Müncheberger drücken
Die Gastgeber hatten zwar engagiert begonnen, doch die erste Einschusschance ergab sich für die Gäste, als nach fünf Minuten Pascal Prentkowski den Pfosten traf. Drei Minuten später scheiterte auf der anderen Seite Felix Hackel am Schlussmannn Paul Katschmarek. Schließlich gewann der Aufsteiger etwas die Oberhand, konnte aber seine Überlegenheit nicht in Tore ummünzen. So köpfte Philipp August nach einem Eckball knapp vorbei und verpasste Sebastian Schulz per Lupfer einen Treffer (43.).  Beim MSV hätte kurz zuvor Paul Herrmann treffen können, doch er köpfte nach einer Flanke knapp neben das Tor. In der 51. Minute verpasste der Müncheberger Pascal Prentkowski die Gäste-Führung, als er nach einem Freistoß zwar freigespielt war, jedoch Katschmarek anschoss.
Tino Heering vergibt per Lupfer
Doch auch die Gastgeber näherten sich gelegentlich dem Tor. Nachdem Tino Heering per Lupfer noch scheiterte, gab es zwei Minuten später Elfmeter. Tino Heering hatte sich in Nähe der Grundlinie in Richtung Eckball bewegt und wurde gefoult. "Da hätte man sicherlich nicht foulen müssen. Doch der Verteidiger hatte es getan. Wahrscheinlich hätte Heering geflankt, doch das hätte man auch anders verteidigen können", räumt Herrgoß ein, dass der Elfer in der Entstehung recht glücklich war.
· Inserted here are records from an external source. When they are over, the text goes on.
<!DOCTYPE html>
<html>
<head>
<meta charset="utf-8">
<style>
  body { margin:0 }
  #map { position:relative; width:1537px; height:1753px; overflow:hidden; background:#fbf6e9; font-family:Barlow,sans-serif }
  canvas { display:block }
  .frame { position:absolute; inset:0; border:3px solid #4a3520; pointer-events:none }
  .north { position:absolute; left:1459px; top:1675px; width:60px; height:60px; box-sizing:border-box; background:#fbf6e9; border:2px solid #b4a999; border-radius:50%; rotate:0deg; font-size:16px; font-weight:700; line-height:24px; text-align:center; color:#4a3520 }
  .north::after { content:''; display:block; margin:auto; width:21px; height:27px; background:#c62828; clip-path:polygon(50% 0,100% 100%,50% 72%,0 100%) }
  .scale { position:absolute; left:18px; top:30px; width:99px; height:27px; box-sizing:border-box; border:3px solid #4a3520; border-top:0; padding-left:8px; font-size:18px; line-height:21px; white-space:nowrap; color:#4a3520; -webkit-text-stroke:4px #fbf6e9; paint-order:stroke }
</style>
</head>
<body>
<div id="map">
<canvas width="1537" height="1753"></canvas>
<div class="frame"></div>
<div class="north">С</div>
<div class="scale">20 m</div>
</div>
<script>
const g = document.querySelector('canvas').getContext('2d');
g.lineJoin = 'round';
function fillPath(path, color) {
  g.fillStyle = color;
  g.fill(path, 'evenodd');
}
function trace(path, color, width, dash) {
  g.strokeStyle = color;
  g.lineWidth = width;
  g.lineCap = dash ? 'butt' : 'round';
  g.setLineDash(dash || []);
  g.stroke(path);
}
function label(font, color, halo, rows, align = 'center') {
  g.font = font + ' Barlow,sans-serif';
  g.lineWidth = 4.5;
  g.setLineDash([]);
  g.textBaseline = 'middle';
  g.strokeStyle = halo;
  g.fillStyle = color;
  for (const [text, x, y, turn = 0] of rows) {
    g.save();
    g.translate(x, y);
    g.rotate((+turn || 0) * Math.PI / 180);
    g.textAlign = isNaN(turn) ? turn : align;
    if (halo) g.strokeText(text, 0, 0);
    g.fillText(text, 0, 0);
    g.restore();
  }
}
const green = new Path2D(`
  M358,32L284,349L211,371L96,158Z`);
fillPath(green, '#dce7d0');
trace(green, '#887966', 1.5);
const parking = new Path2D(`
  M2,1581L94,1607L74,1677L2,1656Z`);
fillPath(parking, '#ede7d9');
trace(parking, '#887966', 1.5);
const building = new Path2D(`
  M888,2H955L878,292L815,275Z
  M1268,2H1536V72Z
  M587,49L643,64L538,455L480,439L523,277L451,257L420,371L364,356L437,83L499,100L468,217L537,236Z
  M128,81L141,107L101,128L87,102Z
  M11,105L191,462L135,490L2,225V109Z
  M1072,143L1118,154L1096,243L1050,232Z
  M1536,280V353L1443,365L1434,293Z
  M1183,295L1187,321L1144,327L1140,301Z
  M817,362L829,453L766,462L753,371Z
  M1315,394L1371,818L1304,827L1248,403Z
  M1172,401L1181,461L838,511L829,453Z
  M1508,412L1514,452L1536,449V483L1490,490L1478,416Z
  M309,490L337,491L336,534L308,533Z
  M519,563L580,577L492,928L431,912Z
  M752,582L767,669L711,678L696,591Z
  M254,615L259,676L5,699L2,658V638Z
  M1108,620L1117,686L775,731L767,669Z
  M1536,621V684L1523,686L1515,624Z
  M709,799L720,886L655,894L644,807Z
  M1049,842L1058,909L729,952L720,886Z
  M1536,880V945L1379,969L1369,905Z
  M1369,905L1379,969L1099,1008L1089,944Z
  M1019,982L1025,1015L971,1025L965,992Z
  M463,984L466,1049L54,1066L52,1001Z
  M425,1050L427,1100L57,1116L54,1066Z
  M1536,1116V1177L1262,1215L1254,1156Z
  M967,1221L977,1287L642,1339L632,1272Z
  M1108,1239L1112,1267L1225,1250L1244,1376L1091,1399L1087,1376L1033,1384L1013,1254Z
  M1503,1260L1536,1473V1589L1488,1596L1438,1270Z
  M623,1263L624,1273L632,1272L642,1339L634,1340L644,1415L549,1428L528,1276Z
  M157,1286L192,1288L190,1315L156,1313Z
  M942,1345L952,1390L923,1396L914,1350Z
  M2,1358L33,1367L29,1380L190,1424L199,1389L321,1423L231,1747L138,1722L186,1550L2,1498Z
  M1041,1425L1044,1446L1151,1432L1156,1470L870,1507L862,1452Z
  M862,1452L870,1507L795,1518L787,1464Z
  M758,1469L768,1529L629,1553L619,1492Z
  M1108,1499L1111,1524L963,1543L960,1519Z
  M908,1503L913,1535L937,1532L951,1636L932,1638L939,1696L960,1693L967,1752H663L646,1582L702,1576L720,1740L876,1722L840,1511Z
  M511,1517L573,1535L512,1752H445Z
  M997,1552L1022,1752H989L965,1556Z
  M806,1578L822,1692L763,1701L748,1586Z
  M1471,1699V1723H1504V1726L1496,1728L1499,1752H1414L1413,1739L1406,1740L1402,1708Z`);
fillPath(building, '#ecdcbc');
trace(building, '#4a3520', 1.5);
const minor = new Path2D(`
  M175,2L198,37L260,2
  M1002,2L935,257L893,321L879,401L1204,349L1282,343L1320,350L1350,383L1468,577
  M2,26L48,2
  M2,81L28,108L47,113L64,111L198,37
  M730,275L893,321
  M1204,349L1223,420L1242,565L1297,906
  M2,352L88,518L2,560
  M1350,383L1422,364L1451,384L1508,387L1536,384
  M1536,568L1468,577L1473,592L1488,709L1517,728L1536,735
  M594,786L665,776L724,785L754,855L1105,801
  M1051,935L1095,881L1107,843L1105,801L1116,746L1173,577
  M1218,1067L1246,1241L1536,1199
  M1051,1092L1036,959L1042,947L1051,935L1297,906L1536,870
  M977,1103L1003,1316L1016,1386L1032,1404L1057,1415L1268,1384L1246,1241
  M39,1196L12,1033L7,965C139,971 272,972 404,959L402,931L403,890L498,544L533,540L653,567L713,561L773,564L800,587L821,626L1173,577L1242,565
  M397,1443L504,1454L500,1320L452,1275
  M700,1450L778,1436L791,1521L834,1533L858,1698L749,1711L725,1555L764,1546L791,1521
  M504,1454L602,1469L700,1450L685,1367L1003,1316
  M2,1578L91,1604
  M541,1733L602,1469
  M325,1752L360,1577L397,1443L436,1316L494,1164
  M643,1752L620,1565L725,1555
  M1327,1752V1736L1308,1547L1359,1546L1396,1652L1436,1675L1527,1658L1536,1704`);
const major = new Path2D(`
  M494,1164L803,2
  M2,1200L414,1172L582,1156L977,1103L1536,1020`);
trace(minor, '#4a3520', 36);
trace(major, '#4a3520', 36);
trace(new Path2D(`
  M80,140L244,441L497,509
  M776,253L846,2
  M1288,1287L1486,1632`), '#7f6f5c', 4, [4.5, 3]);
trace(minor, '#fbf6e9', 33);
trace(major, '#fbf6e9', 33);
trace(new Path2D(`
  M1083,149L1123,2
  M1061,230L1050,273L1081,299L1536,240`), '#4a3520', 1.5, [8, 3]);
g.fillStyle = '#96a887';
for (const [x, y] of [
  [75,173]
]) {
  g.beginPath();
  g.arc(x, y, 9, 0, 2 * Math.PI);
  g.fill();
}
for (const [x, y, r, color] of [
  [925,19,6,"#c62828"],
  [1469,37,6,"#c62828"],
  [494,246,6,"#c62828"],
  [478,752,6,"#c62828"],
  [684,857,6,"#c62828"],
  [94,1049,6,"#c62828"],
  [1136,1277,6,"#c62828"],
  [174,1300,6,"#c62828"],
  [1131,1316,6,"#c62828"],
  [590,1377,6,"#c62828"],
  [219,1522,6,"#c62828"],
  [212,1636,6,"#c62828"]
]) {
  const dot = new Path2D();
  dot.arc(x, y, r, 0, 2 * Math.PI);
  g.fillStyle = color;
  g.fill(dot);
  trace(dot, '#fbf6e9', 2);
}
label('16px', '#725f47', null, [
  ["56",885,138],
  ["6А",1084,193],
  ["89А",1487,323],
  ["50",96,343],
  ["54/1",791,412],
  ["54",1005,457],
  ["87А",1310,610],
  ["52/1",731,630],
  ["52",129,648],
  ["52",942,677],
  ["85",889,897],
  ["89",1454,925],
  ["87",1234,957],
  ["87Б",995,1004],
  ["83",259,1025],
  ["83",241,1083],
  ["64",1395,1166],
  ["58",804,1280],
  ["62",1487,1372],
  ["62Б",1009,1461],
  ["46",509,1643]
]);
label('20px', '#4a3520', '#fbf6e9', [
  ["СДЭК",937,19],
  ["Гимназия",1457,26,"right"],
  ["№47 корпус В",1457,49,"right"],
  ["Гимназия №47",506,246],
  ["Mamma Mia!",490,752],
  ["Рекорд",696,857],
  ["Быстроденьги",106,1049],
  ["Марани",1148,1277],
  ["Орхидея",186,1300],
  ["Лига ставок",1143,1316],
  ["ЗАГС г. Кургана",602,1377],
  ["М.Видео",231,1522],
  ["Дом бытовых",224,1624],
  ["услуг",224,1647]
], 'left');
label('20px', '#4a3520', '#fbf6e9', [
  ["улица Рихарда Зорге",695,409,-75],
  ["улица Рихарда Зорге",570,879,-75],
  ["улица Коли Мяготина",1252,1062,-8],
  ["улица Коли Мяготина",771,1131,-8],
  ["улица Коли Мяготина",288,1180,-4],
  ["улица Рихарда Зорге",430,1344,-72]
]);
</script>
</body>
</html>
Die Gäste drängten vehement auf den Ausgleich, beispielsweise schoss Fabian Kirsch knapp vorbei (65.). Andererseits ergaben sich für die Schlaubetaler Konterchancen. Christopher Krüger verpasste per Lupfer das 2:0 (83.). Den Deckel drauf machte Herrmann mit seinem zweiten verwandelten Elfmeter in der 90. Minute. Adolf Kampioni war per Schuss an Katschmarek gescheitert, der ließ abklatschen und der nachsetzende Herrmann wurde von hinten gefoult. Der Anschlusstreffer der SGM nach einer Ecke aus elf Metern durch Matthias Köhnke kam zu spät.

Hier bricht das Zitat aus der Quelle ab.